▶ _About this exercise_
Print exactly the first lines of the records. Stop after the line containing "position:absolute; right:21px; bottom:21px;", and leave every picture out.

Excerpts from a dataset
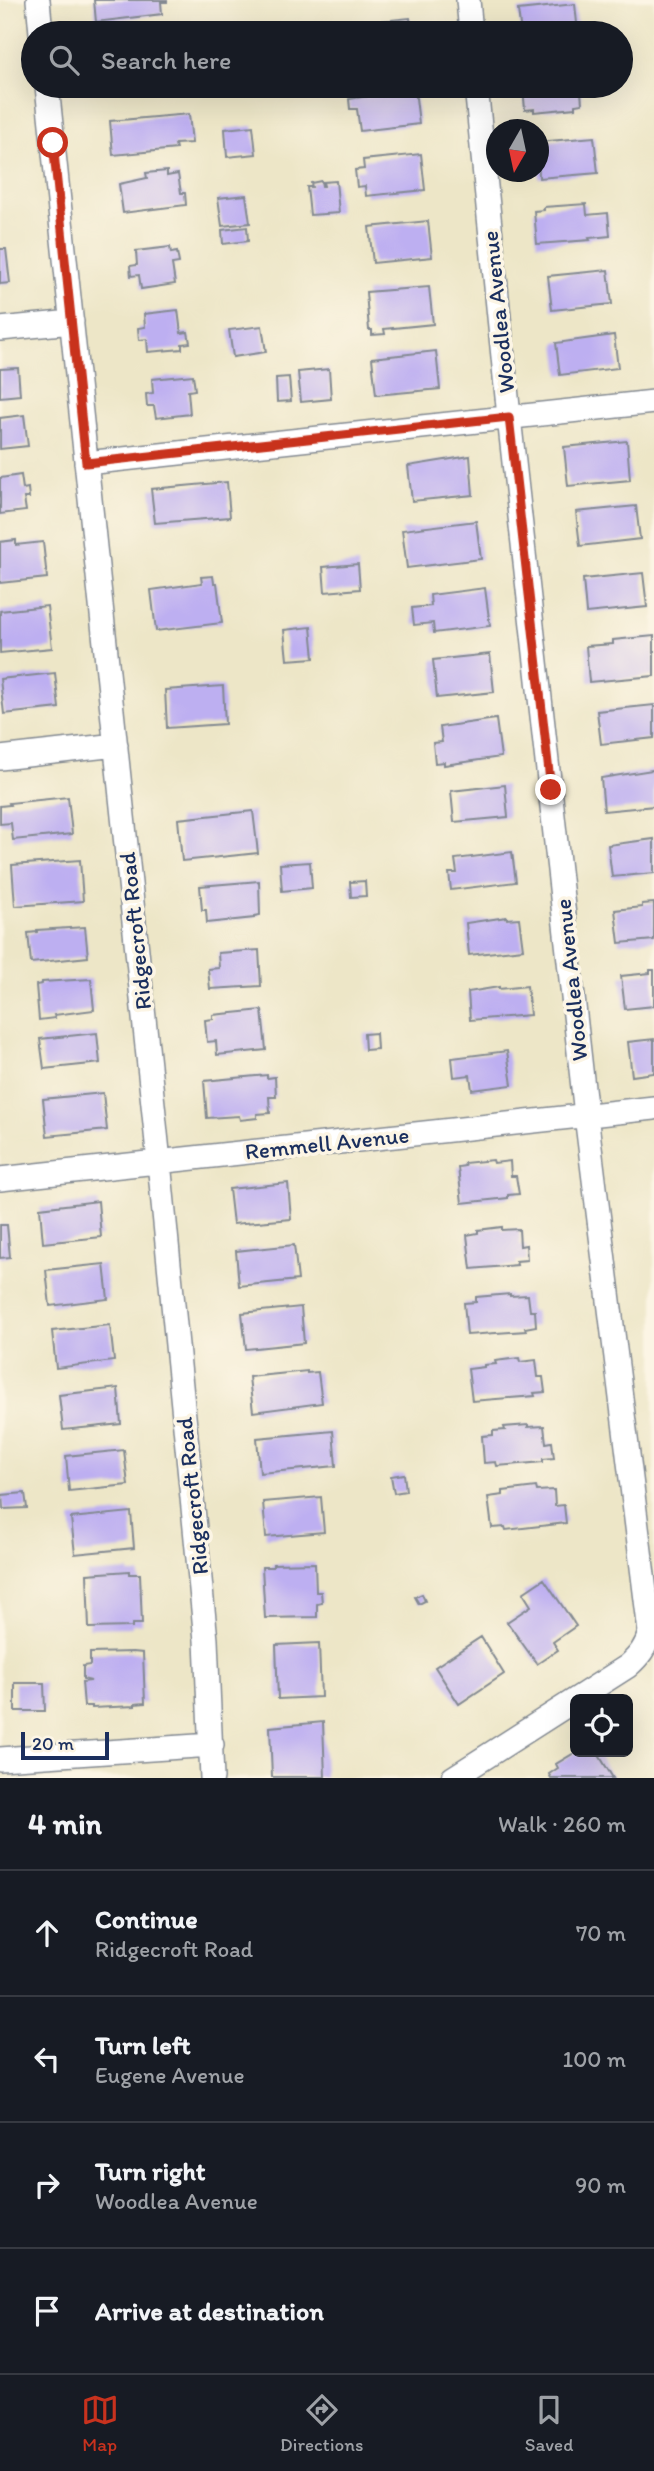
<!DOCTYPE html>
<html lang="en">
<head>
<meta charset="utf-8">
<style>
  :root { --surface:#171b24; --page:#242831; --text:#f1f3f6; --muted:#9ea1a6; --line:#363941; --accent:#c8321e }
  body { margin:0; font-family:Itim,sans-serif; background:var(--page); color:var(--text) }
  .controls { position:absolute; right:21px; bottom:21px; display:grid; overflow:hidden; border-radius:10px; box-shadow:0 7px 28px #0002 }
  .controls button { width:63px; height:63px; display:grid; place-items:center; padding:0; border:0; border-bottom:2px solid var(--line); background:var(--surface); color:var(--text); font:35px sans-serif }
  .compass { position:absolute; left:486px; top:119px; width:63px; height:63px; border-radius:50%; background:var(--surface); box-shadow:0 7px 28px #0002; rotate:189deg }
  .scale { position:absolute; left:21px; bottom:18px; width:88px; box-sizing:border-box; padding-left:7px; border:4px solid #1b2f5e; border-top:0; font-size:19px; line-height:24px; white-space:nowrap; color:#1b2f5e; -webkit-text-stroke:5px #fcf5e5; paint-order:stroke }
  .stop { position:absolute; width:21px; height:21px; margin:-16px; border:5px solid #c8321e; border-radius:50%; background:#fff }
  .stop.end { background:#c8321e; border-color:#fff; box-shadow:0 2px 7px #0008 }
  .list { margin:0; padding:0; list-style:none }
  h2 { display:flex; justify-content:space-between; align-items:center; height:91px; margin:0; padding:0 28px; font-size:30px }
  h2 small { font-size:23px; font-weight:400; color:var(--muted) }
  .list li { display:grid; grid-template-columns:46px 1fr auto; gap:21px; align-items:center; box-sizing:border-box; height:126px; padding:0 28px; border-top:2px solid var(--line) }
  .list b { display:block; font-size:26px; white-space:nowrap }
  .list p { margin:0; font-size:23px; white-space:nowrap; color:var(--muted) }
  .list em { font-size:23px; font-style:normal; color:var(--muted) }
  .icon { flex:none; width:38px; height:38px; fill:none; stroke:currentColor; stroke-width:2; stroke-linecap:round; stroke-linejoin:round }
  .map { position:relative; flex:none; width:654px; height:1778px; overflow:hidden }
  .search { position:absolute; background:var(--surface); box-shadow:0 7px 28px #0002; left:21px; right:21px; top:21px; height:77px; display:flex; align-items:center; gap:18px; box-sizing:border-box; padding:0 24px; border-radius:38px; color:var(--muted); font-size:26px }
  .sheet { height:595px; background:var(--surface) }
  nav { display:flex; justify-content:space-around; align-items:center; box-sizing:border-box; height:98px; border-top:2px solid var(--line); background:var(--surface); font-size:19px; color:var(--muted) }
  nav a { display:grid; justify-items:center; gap:4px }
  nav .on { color:var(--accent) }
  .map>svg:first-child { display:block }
</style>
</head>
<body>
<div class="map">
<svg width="654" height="1778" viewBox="0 0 654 1778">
  <rect width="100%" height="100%" fill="#fcf5e5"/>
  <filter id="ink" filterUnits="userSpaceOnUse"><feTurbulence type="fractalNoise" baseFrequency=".0143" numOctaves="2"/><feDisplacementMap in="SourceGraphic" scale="14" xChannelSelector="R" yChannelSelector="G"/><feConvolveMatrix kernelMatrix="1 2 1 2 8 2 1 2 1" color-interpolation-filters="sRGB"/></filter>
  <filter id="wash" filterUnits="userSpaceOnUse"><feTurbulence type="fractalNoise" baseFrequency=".00686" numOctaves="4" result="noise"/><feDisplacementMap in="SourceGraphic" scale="28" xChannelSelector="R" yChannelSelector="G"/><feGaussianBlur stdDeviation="1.57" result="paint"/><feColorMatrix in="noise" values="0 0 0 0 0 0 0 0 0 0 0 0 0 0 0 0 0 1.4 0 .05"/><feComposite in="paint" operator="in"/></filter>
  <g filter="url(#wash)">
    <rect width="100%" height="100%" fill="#ede6c7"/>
    <g id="blocks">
      <path fill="#bdaff1" d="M94 0H167V2H161L162 14 96 22Z
        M575 4 578 33H521L518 10Z
        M410 18 412 33H353L352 24Z
        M249 25 250 33H225L224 27Z
        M106 86H124L125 88 107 89Z
        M523 86H586L587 90 581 91 582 104 575 105V108L534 112V109L525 110Z
        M415 89 419 124 360 131 357 109H350L349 99Z
        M189 114 192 143 175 144 176 149 113 155 110 121Z
        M253 126 256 154 227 157 225 129Z
        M594 137 598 173 539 178 538 142Z
        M421 154 425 190 366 196 365 186 357 187 355 170 364 169 363 160Z
        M167 171V176L178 174 181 193H185L186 205 123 213 119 184 147 178 146 173Z
        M321 181 322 186H324L323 182 336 181 339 213 310 215 307 187H312L311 183Z
        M246 195 250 223 222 226 218 198Z
        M586 204 587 215 608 213 610 236 589 238 590 240 537 244 534 211 544 210V207Z
        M428 221 432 257 373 263 369 227Z
        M247 227 248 241 223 244 222 230Z
        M170 247 171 253 177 252 179 263 172 264 175 284 141 289 139 275 131 276 130 266 137 265 136 251Z
        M0 249H6L10 283 0 284Z
        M608 270 612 304 552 310 548 276Z
        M429 287 433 324 384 329 385 334 372 335V330H369L366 292Z
        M178 310 181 333 188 332 190 343 182 344V349L148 352 147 339 139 340 138 328 145 327 144 314Z
        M262 326 266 352 233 357 229 330Z
        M614 335 618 368 560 375 556 343Z
        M436 351 440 389 376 395 372 358Z
        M18 368 20 395 0 397V369Z
        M329 369 331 399 301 402 298 372Z
        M193 375 195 390 188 391 190 414 156 418 154 406H147L146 394 153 393 152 379Z
        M289 377 291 401 277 402 276 378Z
        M24 415 28 446 0 449V418Z
        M627 441 630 480 568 486 564 447Z
        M470 456 473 495 412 501 408 466Z
        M21 475 23 489 28 488 29 498H24L26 511 0 514V478Z
        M227 482 230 517 155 523 151 489Z
        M636 506 640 539 580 546 576 512Z
        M476 521 481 559 407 568 402 530Z
        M16 540V545L43 542 47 578 0 583V542Z
        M358 564 360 589 325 592 323 567Z
        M643 573 647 607 586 613 583 579Z
        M213 576 214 583H217L222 623 156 631 151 590 202 583 201 577Z
        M485 588 490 626 434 633 433 623 414 625 412 608 431 606 430 595Z
        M47 606 52 648 0 653V611Z
        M311 627 314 658 287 660 284 630Z
        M654 636V676L589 682 586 646 613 644V640Z
        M490 654 494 692 437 698 433 660Z
        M55 673 59 708 4 714 0 679Z
        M223 686 225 724 167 728 165 690Z
        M654 705V738L601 744 597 711Z
        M496 719 501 757 444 765V762L435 763 433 743 442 742 440 727Z
        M652 770 654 772V806L604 811 601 778Z
        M505 785 508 817 454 822 451 791Z
        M68 797 72 834 13 840 11 823 0 824V806L10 805 9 803Z
        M253 811 258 853 182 861 178 819Z
        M654 839V873L612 877 608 845Z
        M512 852 516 882 451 890 449 873H457L455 859Z
        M80 860 83 901 15 906 12 865Z
        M310 862 312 888 282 891 280 864Z
        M259 881 260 915 254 916V918L207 923 206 910H202L200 886Z
        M365 881 366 896 351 897 350 882Z
        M654 903V940L619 943 615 910 642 907V904Z
        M507 917V919L519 918 523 949 469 955 466 923Z
        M85 927 88 957 31 963 28 933 37 932V930Z
        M259 950 261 986 210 989 208 969 219 968 218 953Z
        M650 970H654V1006L625 1009 621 976 650 973Z
        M91 979 94 1010 54 1015 55 1018 39 1020 36 985 42 984V982Z
        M527 986 530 1015 470 1020 468 992 499 987V989Z
        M262 1010 266 1050 217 1055 216 1041 207 1042 205 1020 213 1019V1015Z
        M97 1033 100 1063 44 1069 40 1039Z
        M376 1033 377 1049 365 1050 364 1034Z
        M654 1039V1073L632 1076 628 1042Z
        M507 1051 512 1085 472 1090 470 1075 454 1077 452 1058Z
        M267 1075V1078L275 1077 276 1097H269L270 1113 257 1114V1118L240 1120 239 1116 207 1118 204 1081Z
        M103 1093 107 1130 47 1136 43 1099Z
        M493 1160 494 1163 510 1161 511 1176H516L519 1194 508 1195V1198L462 1203 458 1167 465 1166 464 1163Z
        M288 1183 291 1219 233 1224 229 1189Z
        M98 1201 101 1237 43 1243 40 1208Z
        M0 1225H7L10 1257 0 1258Z
        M502 1227V1230L519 1229 520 1246 526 1245 527 1260 516 1261 517 1265 471 1269 467 1235 478 1233V1230Z
        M294 1245 298 1280 239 1286 236 1251Z
        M104 1264 108 1299 50 1306 46 1270Z
        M510 1294V1296L528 1295 530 1311H535L536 1326 525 1328 526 1331 467 1335 464 1303 476 1302V1297Z
        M301 1307 304 1343 246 1349 242 1313Z
        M110 1325 114 1361 56 1368 52 1331Z
        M519 1358 520 1362 536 1360 538 1377H543L545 1392 534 1393 535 1396 472 1401 468 1369 484 1367V1365L496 1364 495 1361Z
        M307 1371V1373L318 1372 322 1403 253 1412 249 1377Z
        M118 1388 121 1424 63 1430 59 1395Z
        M528 1425V1427L544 1426 546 1443 552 1442 554 1458 543 1459V1462L497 1466 496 1462 484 1463 482 1436 493 1435V1431L505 1430 504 1427Z
        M333 1431 336 1466 260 1473 257 1438Z
        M124 1450 128 1485 69 1491 66 1456Z
        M404 1474 406 1491 394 1493 391 1476Z
        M536 1487 537 1491 554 1490 555 1506 564 1505 566 1523 506 1530 505 1527 492 1528 488 1497 503 1495V1491Z
        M25 1493 27 1508 3 1509 2 1495Z
        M321 1497 324 1532 266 1537 263 1502Z
        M131 1512 134 1548 75 1554 71 1518Z
        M315 1563 316 1592H321L322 1603 317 1604V1617L265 1618 262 1567H273V1564Z
        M129 1571V1574H140L142 1624H132V1627L89 1628 87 1574Z
        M544 1579 576 1626 553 1642 558 1650 537 1664 507 1622 531 1606 523 1593Z
        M422 1594 425 1601 419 1604 415 1597Z
        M481 1637 504 1674 459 1704 435 1667Z
        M319 1643 321 1697 278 1699 276 1645Z
        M133 1652 143 1653 145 1703 135 1704V1706L92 1708V1706H84L82 1682 91 1681 83 1679V1666L90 1665V1653Z
        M15 1683H44L45 1711H15Z
        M323 1722 325 1777H272L270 1727Z
        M576 1752H597L613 1778H551L549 1774 558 1768 556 1764Z"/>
    </g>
  </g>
  <g filter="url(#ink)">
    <use href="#blocks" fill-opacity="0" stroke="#848a92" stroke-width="2"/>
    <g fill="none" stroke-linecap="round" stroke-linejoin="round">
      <defs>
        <path id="minor" d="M38 0 41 33
          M468 0 471 33
          M47 86 159 1162 206 1640 212 1778
          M0 329 72 322
          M86 463 654 402
          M0 758 116 745
          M0 1179 654 1108
          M0 1759 212 1745
          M453 1778 628 1666C639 1656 646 1648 650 1632L586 1115 509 417 476 86"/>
      </defs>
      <use href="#minor" stroke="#848a92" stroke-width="26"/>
      <use href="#minor" stroke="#fff" stroke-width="23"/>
    </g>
  </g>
  <g fill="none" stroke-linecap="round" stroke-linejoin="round" filter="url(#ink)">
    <path stroke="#c8321e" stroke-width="9" d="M53 143 86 463 509 417 551 790"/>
  </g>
  <g text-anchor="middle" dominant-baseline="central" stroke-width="7" stroke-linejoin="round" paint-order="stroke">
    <g font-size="23" fill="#1b2f5e" stroke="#fcf5e5">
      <text transform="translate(498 312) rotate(-96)">Woodlea Avenue</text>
      <text transform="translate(135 931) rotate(-96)">Ridgecroft Road</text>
      <text transform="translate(571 980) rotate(-96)">Woodlea Avenue</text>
      <text transform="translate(327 1143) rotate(-6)">Remmell Avenue</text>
      <text transform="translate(192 1496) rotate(-96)">Ridgecroft Road</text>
    </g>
  </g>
</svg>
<div class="controls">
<button><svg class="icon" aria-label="locate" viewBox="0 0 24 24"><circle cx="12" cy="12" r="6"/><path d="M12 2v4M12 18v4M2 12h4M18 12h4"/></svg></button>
</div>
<svg class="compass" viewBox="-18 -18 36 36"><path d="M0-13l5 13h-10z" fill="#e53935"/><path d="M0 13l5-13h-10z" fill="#9ea1a6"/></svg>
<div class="scale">20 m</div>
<div class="stop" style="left:53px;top:143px"></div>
<div class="stop end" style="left:551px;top:790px"></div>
<div class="search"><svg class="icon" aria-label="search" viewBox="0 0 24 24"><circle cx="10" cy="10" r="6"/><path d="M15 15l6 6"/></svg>Search here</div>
</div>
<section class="sheet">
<h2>4 min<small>Walk · 260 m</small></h2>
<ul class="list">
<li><svg class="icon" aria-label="ahead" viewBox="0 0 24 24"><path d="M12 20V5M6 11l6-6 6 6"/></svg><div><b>Continue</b><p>Ridgecroft Road</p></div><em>70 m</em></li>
<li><svg class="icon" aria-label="left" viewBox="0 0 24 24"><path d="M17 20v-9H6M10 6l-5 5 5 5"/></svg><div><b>Turn left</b><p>Eugene Avenue</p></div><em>100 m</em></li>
<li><svg class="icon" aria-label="right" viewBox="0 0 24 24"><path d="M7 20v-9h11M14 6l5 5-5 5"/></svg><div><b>Turn right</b><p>Woodlea Avenue</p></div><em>90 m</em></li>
<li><svg class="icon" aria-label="arrive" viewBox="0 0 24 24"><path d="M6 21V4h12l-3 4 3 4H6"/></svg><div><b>Arrive at destination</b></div></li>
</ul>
</section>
<nav>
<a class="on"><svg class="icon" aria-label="map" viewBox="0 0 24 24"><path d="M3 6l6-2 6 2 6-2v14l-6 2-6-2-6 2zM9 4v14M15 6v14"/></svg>Map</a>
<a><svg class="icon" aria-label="directions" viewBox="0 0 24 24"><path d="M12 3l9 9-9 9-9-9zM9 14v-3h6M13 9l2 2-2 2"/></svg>Directions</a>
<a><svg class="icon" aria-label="saved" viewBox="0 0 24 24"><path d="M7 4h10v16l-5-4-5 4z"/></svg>Saved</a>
</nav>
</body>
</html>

▶ _Answer to the problem_
<!DOCTYPE html>
<html lang="en">
<head>
<meta charset="utf-8">
<style>
  :root { --surface:#171b24; --page:#242831; --text:#f1f3f6; --muted:#9ea1a6; --line:#363941; --accent:#c8321e }
  body { margin:0; font-family:Itim,sans-serif; background:var(--page); color:var(--text) }
  .controls { position:absolute; right:21px; bottom:21px; display:grid; overflow:hidden; border-radius:10px; box-shadow:0 7px 28px #0002 }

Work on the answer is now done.